Each line of the listing that contains the word "content" is to be copied.

──────────────────────────────

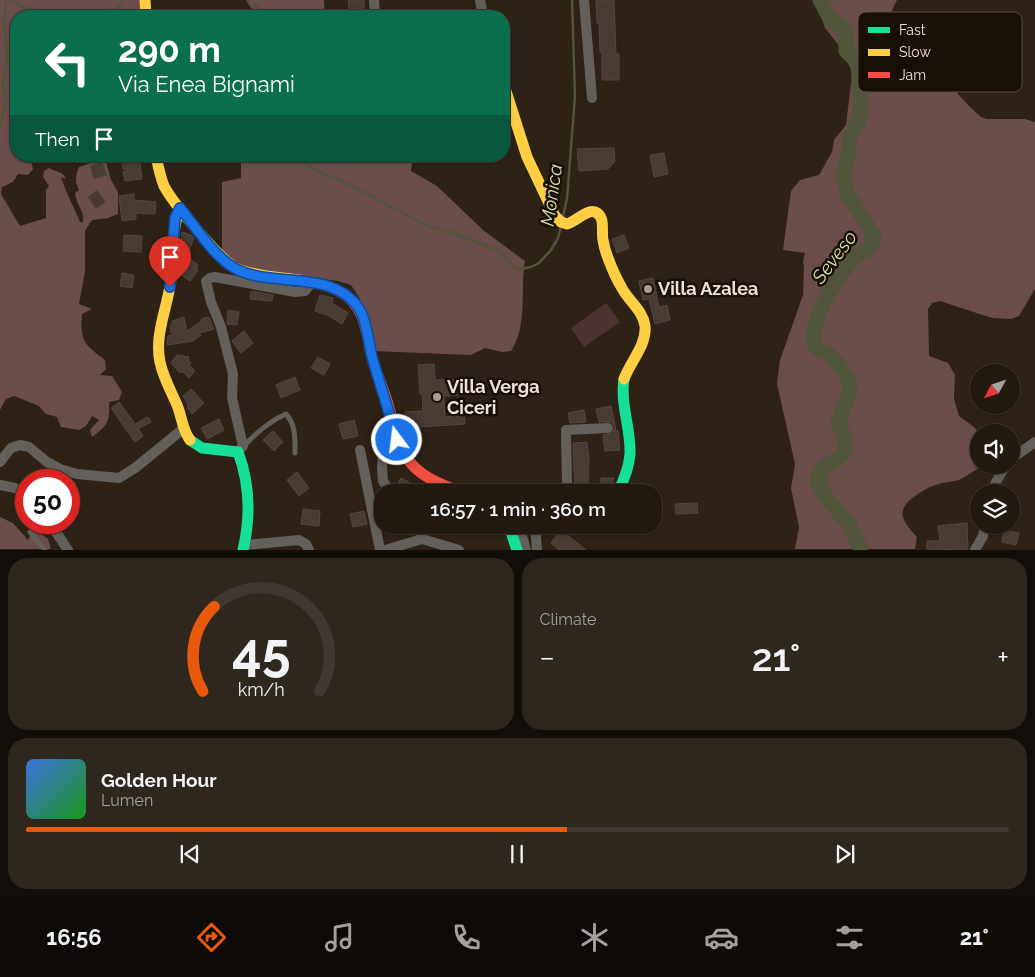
<!DOCTYPE html>
<html lang="en">
<head>
<meta charset="utf-8">
<style>
  :root { --surface:#221a10; --page:#2e271e; --text:#f1f3f6; --muted:#a2a19f; --line:#3f3830; --accent:#ea580c }
  body { margin:0; font-family:Raleway,sans-serif; background:var(--page); color:var(--text); height:100vh; display:flex; flex-direction:column; font-size:19px; white-space:nowrap }
  * { box-sizing:border-box; margin:0 }
  p { font-size:16px; color:var(--muted) }
  .icon { flex:none; width:28px; height:28px; fill:none; stroke:currentColor; stroke-width:2; stroke-linecap:round; stroke-linejoin:round }
  .map { position:relative; height:550px; overflow:hidden }
  .details { display:flex; flex-direction:column; gap:8px; padding:8px; background:#130e09; flex:1 }
  .details>* { flex:none }
  .banner { position:absolute; left:10px; top:10px; width:500px; height:152px; border-radius:20px; box-shadow:0 1px 4px #0004,0 0 0 1px var(--line); background:#0b6e4f; color:#fff; overflow:hidden }
  .needle { width:32px; rotate:230deg }
  .buttons { position:absolute; left:970px; top:364px; display:grid; gap:10px }
  .buttons a { display:grid; place-items:center; width:50px; height:50px; border-radius:50%; background:var(--surface); box-shadow:0 1px 4px #0004,0 0 0 1px var(--line); font-size:25px }
  .speed { position:absolute; left:15px; top:469px; display:flex; gap:10px; font-size:25px; font-weight:700; text-align:center }
  .speed>* { display:grid; place-content:center; width:65px; height:65px; border-radius:50%; background:var(--surface); box-shadow:0 1px 4px #0004,0 0 0 1px var(--line); line-height:1 }
  .speed .limit { border:8px solid #d22; background:#fff; color:#111 }
  .pin { position:absolute; display:grid; place-items:center; width:42px; height:42px; color:#fff; margin:-51px -21px; border-radius:50% 50% 50% 0; rotate:-45deg; box-shadow:0 0 5px #0007 }
  .pin .icon { rotate:45deg }
  .me { position:absolute; width:55px; margin:-28px; rotate:345deg; stroke-linejoin:round; filter:drop-shadow(0 0 4px #0008) }
  .turn { display:flex; align-items:center; gap:18px; height:105px; padding:0 25px; font-size:22px }
  .turn .icon { width:65px; height:65px; stroke-width:2.5 }
  .turn b { display:block; font-size:35px; line-height:42px }
  .then { display:flex; align-items:center; height:48px; padding:0 25px; background:#0003; gap:10px; font-size:19px }
  .big { font-size:38px; font-weight:600; line-height:1.1 }
  .details .card { flex:1; display:flex; flex-direction:column; justify-content:center; gap:8px; min-width:0; padding:0 18px; border-radius:20px; background:var(--page) }
  .details .dial { align-items:center; gap:0 }
  .dial svg { height:130px; overflow:visible; fill:none; stroke:var(--line); stroke-width:7; stroke-linecap:round; text-anchor:middle }
  .dial text { fill:var(--text); stroke:none }
  .song { display:flex; align-items:center; gap:15px }
  .cover { width:60px; height:60px; border-radius:8px; background:linear-gradient(135deg,hsl(220 70% 55%),hsl(120 70% 35%)) }
  .played { height:5px; border-radius:2px; background:linear-gradient(90deg,var(--accent) 55%,var(--line) 55%) }
  .keys { display:flex; justify-content:space-around; direction:ltr }
  .heat { display:flex; justify-content:space-between; align-items:center; font-size:28px; direction:ltr }
  .details .tiles { flex:1; display:grid; gap:8px; grid-template-columns:1fr 1fr }
  .card:last-child { grid-column:span 2 }
  .trip { position:absolute; left:374px; top:484px; width:288px; height:50px; border-radius:20px; background:var(--surface); box-shadow:0 1px 4px #0004,0 0 0 1px var(--line); font-weight:600; line-height:50px; text-align:center }
  .tabs { display:flex; height:80px; justify-content:space-around; align-items:center; background:#0e0a06; color:var(--muted) }
  .tabs .icon { width:35px; height:35px }
  .tabs .current { color:var(--accent) }
  .tabs b { font-size:22px; color:var(--text) }
  .map>svg:first-child { display:block }
</style>
</head>
<body>
<div class="map">
<svg width="1035" height="550" viewBox="0 0 1035 550">
  <rect width="100%" height="100%" fill="#2e2216"/>
  <!-- green -->
  <path fill="#4c3231" d="M606,303L620,322L584,347L571,328Z"/>
  <!-- forest -->
  <path fill="#6b4d4c" d="M0,0H141L142,16H16V156H30L33,169L28,175L18,174L13,182L2,187L1,194L20,226L46,218V190L49,186L43,177L44,171L49,168L63,174L66,179L61,177C66,193 74,207 80,222H83C85,211 76,204 75,193L79,190C75,182 75,176 79,167L105,158L111,180L118,192V214L108,218L92,220L85,231V272L79,304L92,309L82,314C80,341 84,344 105,360L106,369L100,375L112,376L122,392L119,400L109,402C110,421 108,425 92,437L90,430L99,420L92,416L86,426L79,430L61,427L57,417L46,414L39,406L14,396L6,399L0,410Z
    M246,0H324L325,16H256Z
    M816,0H897L887,21L927,65L946,81L970,107L981,117L987,119H1025L1035,122V289L1019,316L1011,319L992,318L940,301L932,303L928,309L929,356L948,363L955,375L954,399L959,416L974,427L979,433V465H982C975,471 967,476 959,480C951,482 943,482 936,485C928,487 921,492 915,496C894,511 903,522 917,537L915,549H795L799,527L791,488L795,464L777,384L780,360L803,295L804,267L803,262L805,253L783,250L791,191L800,180L819,175L832,152L834,140L846,125L853,67V63L825,28Z
    M241,156H413L411,171L437,186L483,230L525,261C520,289 528,326 511,351L502,352L485,348L471,355L373,351L360,299L351,285L338,281L253,270L222,254V182L241,178Z
    M0,517L13,523L28,540L34,528L48,539L51,549H0Z"/>
  <g fill="none" stroke-linecap="round" stroke-linejoin="round">
    <!-- stream -->
    <path stroke="#515539" stroke-width="2.5" d="M10,0L26,8L60,16
      M255,4L264,16
      M72,16L100,13L117,9L124,0
      M0,125L6,105L3,84L7,57L4,23L6,0
      M295,156L319,172L344,182L430,227L454,233L497,250L514,267L520,269L531,267L539,263L551,250L558,238L561,226
      M563,216L567,199L575,96L572,0"/>
    <!-- river -->
    <path stroke="#515539" stroke-width="15" d="M820,0L830,19L844,28L846,37V51L854,59L858,67L861,98L860,119L849,139V154L843,173L847,193L874,236C873,240 871,247 868,250C865,253 858,254 855,257C839,273 813,316 813,339C814,350 824,351 831,356C835,359 848,377 849,382C852,395 842,411 838,422C844,434 850,448 838,459C832,463 826,464 821,470C819,473 818,478 817,481L825,496L849,524L861,550"/>
  </g>
  <!-- building -->
  <path fill="#473b33" stroke="#53473f" d="M348,0H364V8L349,9Z
    M596,0H614L616,54H619V80H602V52H600L599,23H597Z
    M614,148L615,161L608,169L579,171L577,149Z
    M664,153L668,174L654,177L650,155Z
    M122,156H139L142,179L125,181L123,172L129,168L123,169Z
    M102,162L107,175L94,179L90,166Z
    M97,190L106,202L96,209L88,197Z
    M134,194V200L156,202L155,214L136,213V219L122,221L119,196Z
    M182,232L191,235L194,238L183,266L189,258L198,265L196,268L198,270L190,281L180,274L183,243L181,242Z
    M124,235L142,236L141,252L123,251Z
    M624,235L629,248L617,253L612,239Z
    M122,273L134,275L132,288L120,286Z
    M653,278L659,307L667,305L670,320L655,324L649,299L643,300L639,281Z
    M251,291L273,295L272,301L250,299Z
    M320,295L333,298L332,303L348,313L342,324L327,315L315,311Z
    M228,310L239,312L237,325L227,324Z
    M184,317L187,331L202,321L201,319L209,317L214,329L199,333L201,335L193,341L167,345L168,336L172,335L170,327L172,324V321Z
    M244,331L253,343L241,353L232,341Z
    M177,355L189,357L188,360L191,363L189,365L195,371L189,378L182,371L180,373L171,363Z
    M318,357L330,364L324,375L311,368Z
    M434,364L435,380L461,379L462,395L444,396L445,417L464,416L465,424L406,428L405,412L423,411L422,393L420,394L418,365Z
    M295,377L300,390L281,398L276,385Z
    M191,389L204,403L192,414L187,406L188,404L183,396Z
    M119,402L135,424L148,417L151,422L138,429L143,436L135,442L111,408Z
    M611,406L616,431H618L620,450L605,451L603,435L612,433L615,427L611,422H599L596,409Z
    M584,410L586,422L570,423L568,413Z
    M219,419L224,430L207,439L201,428Z
    M354,420L358,436L343,439L339,424Z
    M273,431L283,442L274,451L263,440Z
    M587,442L589,460L588,484L601,485V478H614L609,492H573L575,473H574L573,443Z
    M297,472L309,488L299,496L287,480Z
    M401,478L415,486L411,492H397L395,488Z
    M697,503L698,513L676,514L675,504Z
    M303,509L320,511L319,526L301,524Z
    M364,511L367,524L353,527L350,514Z
    M967,523L968,550L927,549V541H940L938,526Z
    M561,530L586,550H559L551,543Z
    M1004,530L1019,533L1016,545L1002,542Z"/>
  <g fill="none" stroke-linecap="round" stroke-linejoin="round">
    <!-- lane -->
    <path stroke="#63605b" stroke-width="5" d="M244,446C256,433 270,421 286,414C296,425 295,439 295,453
      M30,532L45,550"/>
    <!-- street -->
    <path stroke="#63605b" stroke-width="10" d="M374,0L375,16
      M480,0L483,16
      M584,0L592,98
      M360,450L380,550
      M238,452L243,446L232,398L233,374L221,327L211,302L206,281L210,278L215,277L295,292L305,291L312,282
      M1011,459L1035,442
      M0,462L11,448L20,445L29,447L47,462L60,469L77,474L119,478L135,468L183,429
      M0,485L15,488L26,493
      M390,492L383,481L382,468L384,427L391,417
      M565,492L567,484L566,430L608,428
      M993,492L996,482L1006,465
      M52,522L54,529L68,550
      M519,525L526,550
      M535,525L537,550
      M422,539L459,550
      M245,545L299,540L306,544L309,550
      M385,550L422,539L418,525
      M975,550L983,536L985,525"/>
    <!-- fast -->
    <path stroke="#16e098" stroke-width="11" d="M190,440L202,448L238,452C250,484 251,516 243,550
      M618,492C624,480 629,467 630,454C631,429 620,404 624,379
      M505,525L511,532L517,550"/>
    <!-- slow -->
    <path stroke="#ffcf43" stroke-width="11" d="M145,0L146,16
      M504,85L527,157L555,216L561,222L567,224C575,222 587,209 595,212C606,216 601,232 603,240C604,246 606,253 608,258C612,269 617,280 623,290C630,302 643,311 645,326C647,345 630,362 624,379
      M156,156C158,166 160,176 164,186C173,203 222,263 238,269C257,277 280,277 300,280
      M180,208C171,232 173,255 171,279C168,307 154,334 160,362C163,377 171,391 177,405C182,417 182,429 190,440"/>
    <!-- jam -->
    <path stroke="#f24e42" stroke-width="11" d="M300,280C317,283 336,286 349,298C365,312 367,334 371,354C375,370 382,385 387,401C403,456 402,471 461,492"/>
  </g>
  <g fill="none" stroke-linecap="round" stroke-linejoin="round">
    <defs>
      <path id="route" d="M170,287L175,218L180,208C196,227 214,257 236,269C271,287 322,271 352,300C369,316 367,343 374,364C382,390 390,415 397,440"/>
    </defs>
    <!-- route casing -->
    <use href="#route" stroke="#114b97" stroke-width="12"/>
    <!-- route -->
    <use href="#route" stroke="#1a73e8" stroke-width="9"/>
  </g>
  <!-- markers -->
  <g fill="#ac9f92" stroke="#180f06" stroke-width="2">
    <circle cx="648" cy="289" r="5"/>
    <circle cx="437" cy="397" r="5"/>
  </g>
  <g text-anchor="middle" stroke-width="5" stroke-linejoin="round" paint-order="stroke">
    <!-- poi labels -->
    <g font-size="18" font-weight="bold" fill="#f0e2d4" stroke="#180f06" text-anchor="start">
      <text x="658" y="295">Villa Azalea</text>
      <text x="447" y="393">Villa Verga<tspan x="447" dy="21">Ciceri</tspan></text>
    </g>
    <!-- water labels -->
    <g font-size="19" font-style="italic" fill="#d5e1a9" stroke="#180f06">
      <text transform="translate(551 195) rotate(-82)" y="7">Monica</text>
      <text transform="translate(834 257) rotate(-53)" y="7">Seveso</text>
    </g>
  </g>
  <!-- legend -->
  <rect x="858" y="12" width="164" height="80" rx="8" fill="#180f06" stroke="#594e44" stroke-width="1"/>
  <rect x="868" y="27" width="22" height="6" fill="#16e098"/>
  <rect x="868" y="49" width="22" height="7" fill="#ffcf43"/>
  <rect x="868" y="72" width="22" height="6" fill="#f24e42"/>
  <g font-size="14" fill="#f0e2d4">
    <text x="899" y="35">Fast</text>
    <text x="899" y="57">Slow</text>
    <text x="899" y="80">Jam</text>
  </g>
</svg>
<div class="buttons">
<a><svg class="needle" viewBox="-14 -14 28 28"><path d="M0-13l5 13h-10z" fill="#e53935"/><path d="M0 13l5-13h-10z" fill="#a2a19f"/></svg></a>
<a><svg class="icon" aria-label="sound" viewBox="0 0 24 24"><path d="M4 9h4l5-4v14l-5-4H4zM17 9q2 3 0 6"/></svg></a>
<a><svg class="icon" aria-label="layers" viewBox="0 0 24 24"><path d="M12 4l9 5-9 5-9-5zM3 14l9 5 9-5"/></svg></a>
</div>
<div class="speed"><div class="limit">50</div></div>
<div class="pin" style="left:170px;top:287px;background:#d93025"><svg class="icon" aria-label="arrive" viewBox="0 0 24 24"><path d="M6 21V4h12l-3 4 3 4H6"/></svg></div>
<svg class="me" style="left:397px;top:440px" viewBox="-20 -20 40 40"><circle r="17" fill="#1a73e8" stroke="#fff" stroke-width="3"/><path d="M0-11L8 9 0 5-8 9z" fill="#fff"/></svg>
<div class="trip">16:57 · 1 min · 360 m</div>
<div class="banner">
<div class="turn"><svg class="icon" aria-label="left" viewBox="0 0 24 24"><path d="M17 20v-9H6M10 6l-5 5 5 5"/></svg><div><b>290 m</b>Via Enea Bignami</div></div>
<div class="then">Then<svg class="icon" aria-label="arrive" viewBox="0 0 24 24"><path d="M6 21V4h12l-3 4 3 4H6"/></svg></div>
</div>
</div>
<section class="details">
<div class="tiles">
<div class="card dial"><svg viewBox="0 0 100 80">
<path d="M14 69A42 42 0 1 1 86 69"/>
<path d="M14 69A42 42 0 0 1 21 17" stroke="#ea580c"/>
<text x="50" y="56" font-size="32" font-weight="700">45</text>
<text x="50" y="72" font-size="11">km/h</text>
</svg></div>
<div class="card"><p>Climate</p>
<div class="heat"><a>−</a><b class="big">21°</b><a>+</a></div>
</div>
<div class="card">
<div class="song"><i class="cover"></i><div><b>Golden Hour</b><p>Lumen</p></div></div>
<div class="played"></div>
<div class="keys"><svg class="icon" aria-label="previous" viewBox="0 0 24 24"><path d="M18 5L8 12l10 7zM5 5v14"/></svg><svg class="icon" aria-label="pause" viewBox="0 0 24 24"><path d="M8 5v14M16 5v14"/></svg><svg class="icon" aria-label="next" viewBox="0 0 24 24"><path d="M6 5l10 7-10 7zM19 5v14"/></svg></div>
</div>
</div>
</section>
<nav class="tabs">
<b>16:56</b>
<svg class="icon current" aria-label="directions" viewBox="0 0 24 24"><path d="M12 3l9 9-9 9-9-9zM9 14v-3h6M13 9l2 2-2 2"/></svg>
<svg class="icon" aria-label="music" viewBox="0 0 24 24"><path d="M9 18V5l10-2v13"/><circle cx="6" cy="18" r="3"/><circle cx="16" cy="16" r="3"/></svg>
<svg class="icon" aria-label="phone" viewBox="0 0 24 24"><path d="M5 4h4l2 5-3 2q2 4 5 5l2-3 5 2v4C11 20 4 13 5 4z"/></svg>
<svg class="icon" aria-label="climate" viewBox="0 0 24 24"><path d="M12 3v18M4 7l16 10M4 17L20 7"/></svg>
<svg class="icon" aria-label="car" viewBox="0 0 24 24"><path d="M5 17H2v-5l4-1 3-4h7l3 4 3 1v5h-3M9 17h6M6 11h13"/><circle cx="7" cy="17" r="2"/><circle cx="17" cy="17" r="2"/></svg>
<svg class="icon" aria-label="filters" viewBox="0 0 24 24"><path d="M4 7h16M4 17h16"/><circle cx="9" cy="7" r="2"/><circle cx="15" cy="17" r="2"/></svg>
<b>21°</b>
</nav>
</body>
</html>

──────────────────────────────

Output of the task:
  .speed>* { display:grid; place-content:center; width:65px; height:65px; border-radius:50%; background:var(--surface); box-shadow:0 1px 4px #0004,0 0 0 1px var(--line); line-height:1 }
  .details .card { flex:1; display:flex; flex-direction:column; justify-content:center; gap:8px; min-width:0; padding:0 18px; border-radius:20px; background:var(--page) }
  .keys { display:flex; justify-content:space-around; direction:ltr }
  .heat { display:flex; justify-content:space-between; align-items:center; font-size:28px; direction:ltr }
  .tabs { display:flex; height:80px; justify-content:space-around; align-items:center; background:#0e0a06; color:var(--muted) }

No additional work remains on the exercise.